Instantly share code, notes, and snippets.

@r10r
Last active November 20, 2020 19:00
Show Gist options
  • Save r10r/21e6dd107fb3aeab4ded20baed8582c1 to your computer and use it in GitHub Desktop.
Save r10r/21e6dd107fb3aeab4ded20baed8582c1 to your computer and use it in GitHub Desktop.
crio-lxc documentation

About

This is a wrapper around LXC which can be used as a drop-in container runtime replacement for use by CRI-O.

Installation

For the installation of the runtime see INSTALL.md
For the installation and initialization of a kubernetes cluster see K8S.md

Glossary

  • runtime the crio-lxc binary and the command set that implement the OCI runtime spec
  • container process the process that starts and runs the container using liblxc (crio-lxc-start)

Bugs

Requirements and restrictions

  • Only cgroupv2 unified cgroup hierarchy is supported.
  • A recent kernel > 5.8 is required for full cgroup support.
  • Cgroup resource limits are not implemented yet.
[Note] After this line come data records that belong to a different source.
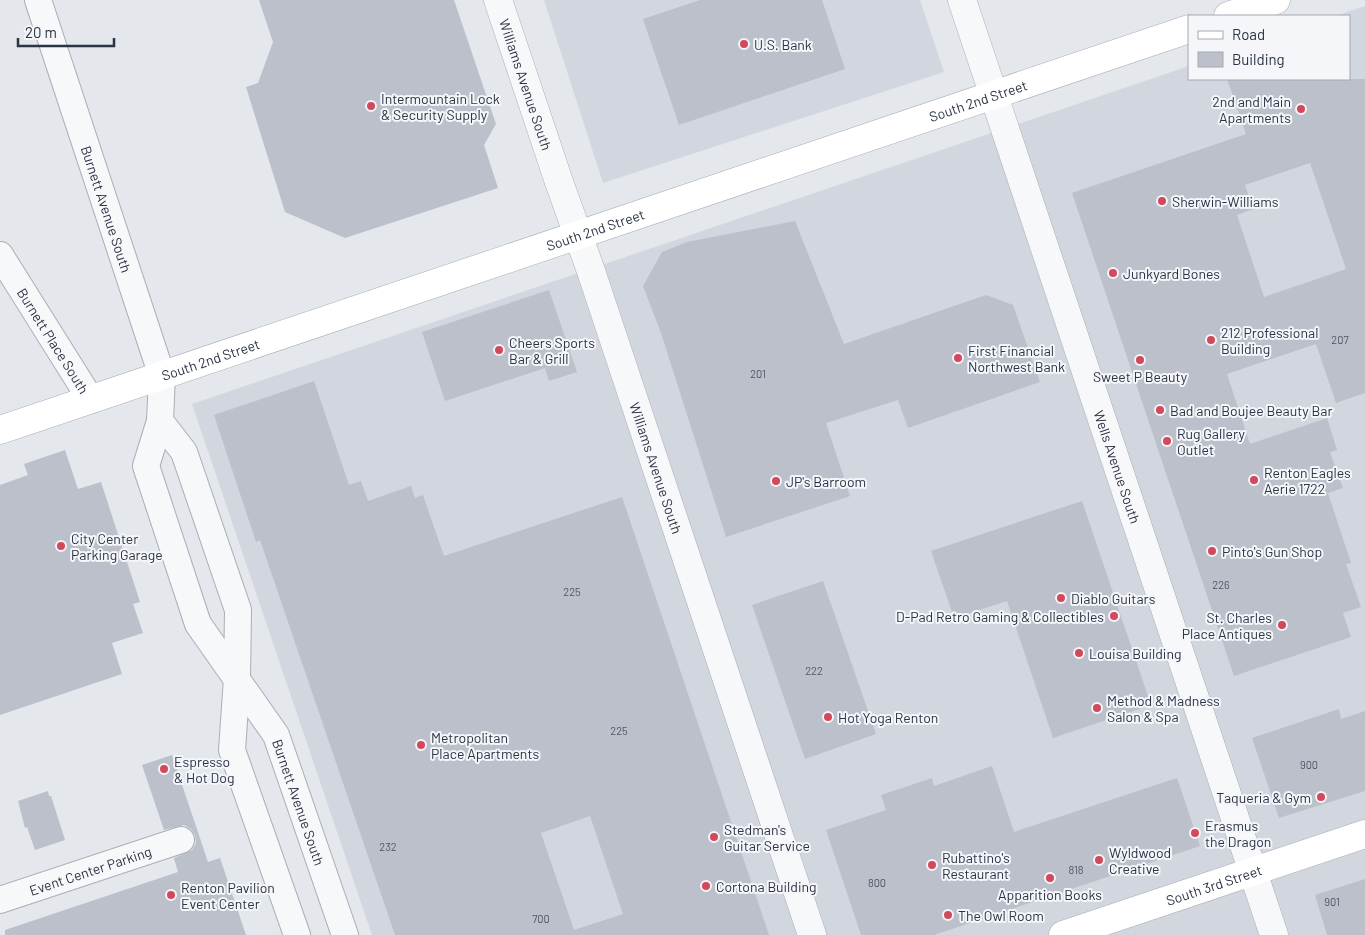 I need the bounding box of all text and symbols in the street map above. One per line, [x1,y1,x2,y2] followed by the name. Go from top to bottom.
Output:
[18,15,114,47] scale bar
[1188,15,1350,80] legend
[496,16,556,152] street label: Williams Avenue South
[25,23,57,41] text: 20 m
[1232,25,1265,43] text: Road
[754,36,812,53] place label: U.S. Bank
[738,38,750,50] marker: U.S. Bank
[1232,50,1285,68] text: Building
[927,76,1029,125] street label: South 2nd Street
[381,90,500,123] place label: Intermountain Lock & Security Supply
[1212,93,1291,126] place label: 2nd and Main Apartments
[365,100,377,112] marker: Intermountain Lock & Security Supply
[1295,103,1307,115] marker: 2nd and Main Apartments
[78,143,136,274] street label: Burnett Avenue South
[1172,193,1279,210] place label: Sherwin-Williams
[1156,195,1168,207] marker: Sherwin-Williams
[544,205,646,254] street label: South 2nd Street
[1123,265,1220,282] place label: Junkyard Bones
[1107,267,1119,279] marker: Junkyard Bones
[14,285,93,396] street label: Burnett Place South
[1221,324,1318,357] place label: 212 Professional Building
[1331,333,1349,346] house number: 207
[509,334,595,367] place label: Cheers Sports Bar & Grill
[1205,334,1217,346] marker: 212 Professional Building
[159,335,262,383] street label: South 2nd Street
[968,342,1065,375] place label: First Financial Northwest Bank
[493,344,505,356] marker: Cheers Sports Bar & Grill
[952,352,964,364] marker: First Financial Northwest Bank
[1134,354,1146,366] marker: Sweet P Beauty
[750,367,766,380] house number: 201
[1093,368,1188,385] place label: Sweet P Beauty
[627,400,686,536] street label: Williams Avenue South
[1170,402,1333,419] place label: Bad and Boujee Beauty Bar
[1154,404,1166,416] marker: Bad and Boujee Beauty Bar
[1091,408,1145,526] street label: Wells Avenue South
[1177,425,1245,458] place label: Rug Gallery Outlet
[1161,435,1173,447] marker: Rug Gallery Outlet
[1264,464,1351,497] place label: Renton Eagles Aerie 1722
[786,473,866,490] place label: JP's Barroom
[1248,474,1260,486] marker: Renton Eagles Aerie 1722
[770,475,782,487] marker: JP's Barroom
[71,530,163,563] place label: City Center Parking Garage
[55,540,67,552] marker: City Center Parking Garage
[1222,543,1322,560] place label: Pinto's Gun Shop
[1206,545,1218,557] marker: Pinto's Gun Shop
[1212,578,1230,591] house number: 226
[563,585,581,598] house number: 225
[1071,590,1156,607] place label: Diablo Guitars
[1055,592,1067,604] marker: Diablo Guitars
[896,608,1104,625] place label: D-Pad Retro Gaming & Collectibles
[1182,609,1272,642] place label: St. Charles Place Antiques
[1108,610,1120,622] marker: D-Pad Retro Gaming & Collectibles
[1276,619,1288,631] marker: St. Charles Place Antiques
[1089,645,1181,662] place label: Louisa Building
[1073,647,1085,659] marker: Louisa Building
[805,664,823,677] house number: 222
[1107,692,1220,725] place label: Method & Madness Salon & Spa
[1091,702,1103,714] marker: Method & Madness Salon & Spa
[838,709,938,726] place label: Hot Yoga Renton
[822,711,834,723] marker: Hot Yoga Renton
[610,724,628,737] house number: 225
[431,729,540,762] place label: Metropolitan Place Apartments
[269,737,329,867] street label: Burnett Avenue South
[415,739,427,751] marker: Metropolitan Place Apartments
[174,753,234,786] place label: Espresso & Hot Dog
[1300,758,1318,771] house number: 900
[158,763,170,775] marker: Espresso & Hot Dog
[1216,789,1311,806] place label: Taqueria & Gym
[1315,791,1327,803] marker: Taqueria & Gym
[1205,817,1271,850] place label: Erasmus the Dragon
[724,821,810,854] place label: Stedman's Guitar Service
[1189,827,1201,839] marker: Erasmus the Dragon
[708,831,720,843] marker: Stedman's Guitar Service
[379,840,397,853] house number: 232
[27,842,153,898] street label: Event Center Parking
[1109,844,1171,877] place label: Wyldwood Creative
[942,849,1010,882] place label: Rubattino's Restaurant
[1093,854,1105,866] marker: Wyldwood Creative
[926,859,938,871] marker: Rubattino's Restaurant
[1164,861,1264,908] street label: South 3rd Street
[1068,863,1084,876] house number: 818
[1044,872,1056,884] marker: Apparition Books
[868,876,886,889] house number: 800
[716,878,817,895] place label: Cortona Building
[181,879,275,912] place label: Renton Pavilion Event Center
[700,880,712,892] marker: Cortona Building
[998,886,1102,903] place label: Apparition Books
[165,889,177,901] marker: Renton Pavilion Event Center
[1324,895,1340,908] house number: 901
[958,907,1044,924] place label: The Owl Room
[942,909,954,921] marker: The Owl Room
[532,912,550,925] house number: 700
This will change soon.
  • runtime spec additionalGroups requires liblxc and go-lxc development version

Configuration

The runtime binary implements flags that are required by the OCI runtime spec,
and flags that are runtime specific (timeouts, hooks, logging ...).
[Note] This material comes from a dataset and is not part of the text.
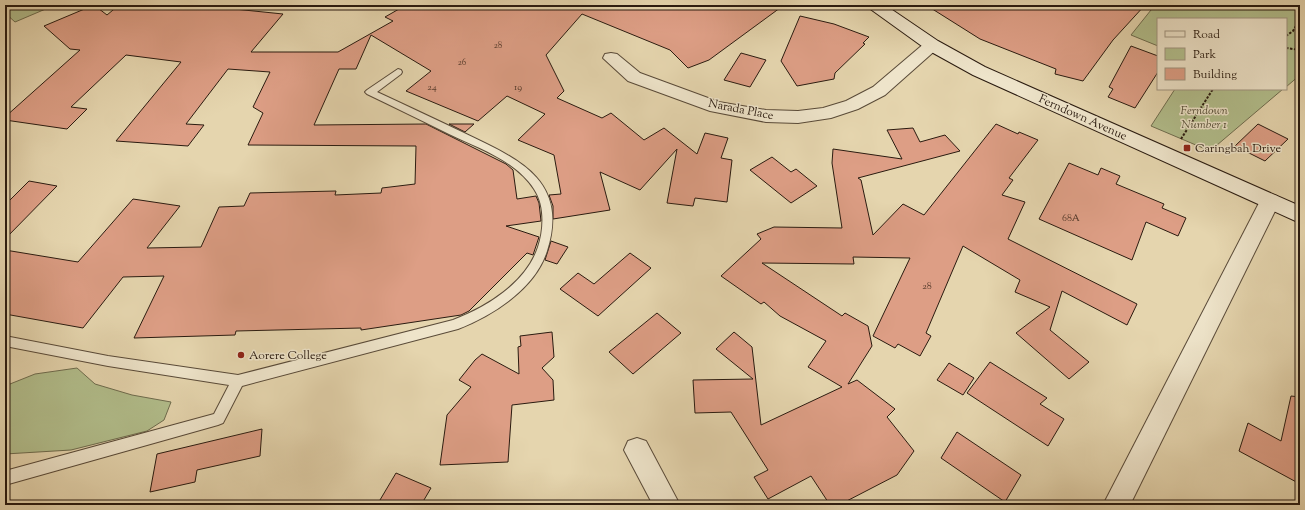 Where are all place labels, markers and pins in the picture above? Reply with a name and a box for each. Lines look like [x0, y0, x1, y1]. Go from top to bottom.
place label: Caringbah Drive [1195, 140, 1281, 158]
marker: Caringbah Drive [1182, 143, 1192, 153]
place label: Aorere College [249, 347, 327, 365]
marker: Aorere College [236, 350, 246, 360]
Most of the runtime specific flags have corresponding environment variables. See crio-lxc --help.
The runtime evaluates the flag value in the following order (lower order takes precedence).

  1. cmdline flag from process arguments (overwrites process environment)
  2. process environment variable (overwrites environment file)
  3. environment file (overwrites cmdline flag default)
  4. cmdline flag default

Environment variables

Currently you have to compile to environment file yourself.
To get all available variables

grep EnvVars cmd/*.go | grep -o CRIO_LXC_[A-Za-z_]* | xargs -n1 -I'{}' echo "#{}="

Environment file

The default path to the environment file is /etc/defaults/crio-lxc.
It is loaded on every start of the crio-lxc binary, so changes take immediate effect.
Empty lines and those commented with a leading # are ignored.
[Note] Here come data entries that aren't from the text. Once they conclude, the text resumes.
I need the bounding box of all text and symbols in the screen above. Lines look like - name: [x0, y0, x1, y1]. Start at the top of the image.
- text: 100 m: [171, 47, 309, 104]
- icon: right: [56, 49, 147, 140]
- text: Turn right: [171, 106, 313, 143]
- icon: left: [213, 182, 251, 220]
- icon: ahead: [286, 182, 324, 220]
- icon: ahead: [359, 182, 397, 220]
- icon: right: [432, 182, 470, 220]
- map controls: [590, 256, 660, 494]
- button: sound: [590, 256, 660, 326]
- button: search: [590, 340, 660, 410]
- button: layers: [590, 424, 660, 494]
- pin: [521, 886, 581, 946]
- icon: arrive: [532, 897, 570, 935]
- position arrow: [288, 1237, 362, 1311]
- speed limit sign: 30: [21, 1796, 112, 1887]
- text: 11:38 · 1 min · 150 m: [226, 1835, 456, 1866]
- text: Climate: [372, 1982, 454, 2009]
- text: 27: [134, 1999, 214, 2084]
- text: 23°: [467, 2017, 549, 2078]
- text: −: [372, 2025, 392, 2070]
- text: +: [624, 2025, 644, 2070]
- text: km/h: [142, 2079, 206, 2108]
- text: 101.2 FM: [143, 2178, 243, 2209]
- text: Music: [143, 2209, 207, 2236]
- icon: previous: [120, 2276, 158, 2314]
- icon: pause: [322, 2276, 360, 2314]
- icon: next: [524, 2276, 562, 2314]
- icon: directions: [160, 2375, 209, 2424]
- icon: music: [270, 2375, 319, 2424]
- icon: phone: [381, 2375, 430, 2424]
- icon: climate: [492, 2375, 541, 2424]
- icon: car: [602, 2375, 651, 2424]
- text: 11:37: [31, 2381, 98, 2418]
A malformed environment will let the next runtime call fail.
In production it's recommended that you replace the environment file atomically.

E.g the environment file /etc/default/crio-lxc could look like this:

#CRIO_LXC_CONTAINER_HOOK=
#CRIO_LXC_CREATE_TIMEOUT=30s
#CRIO_LXC_INIT_CMD=
#CRIO_LXC_START_CMD=
#CRIO_LXC_START_TIMEOUT=30s

CRIO_LXC_APPARMOR=true
CRIO_LXC_CAPABILITIES=true
CRIO_LXC_CGROUP_DEVICES=true
CRIO_LXC_SECCOMP=true

CRIO_LXC_LOG_FILE=/tmp/crio-lxc.log
CRIO_LXC_LOG_LEVEL=info
CRIO_LXC_CONTAINER_LOG_LEVEL=warn

CRIO_LXC_MONITOR_CGROUP=crio-lxc-monitor.slice
CRIO_LXC_RUNTIME_HOOK=/usr/local/bin/crio-lxc-backup.sh
#CRIO_LXC_RUNTIME_HOOK_RUN_ALWAYS=false
#CRIO_LXC_RUNTIME_HOOK_TIMEOUT=

Runtime (security) features

All supported runtime security features are enabled by default.
There following runtime (security) features can optionally be disabled.
Details see crio-lxc --help

  • apparmor
  • capabilities
  • cgroup-devices
  • seccomp

Logging

There is only a single log file for runtime and container process log output.
The log-level for the runtime and the container process can be set independently.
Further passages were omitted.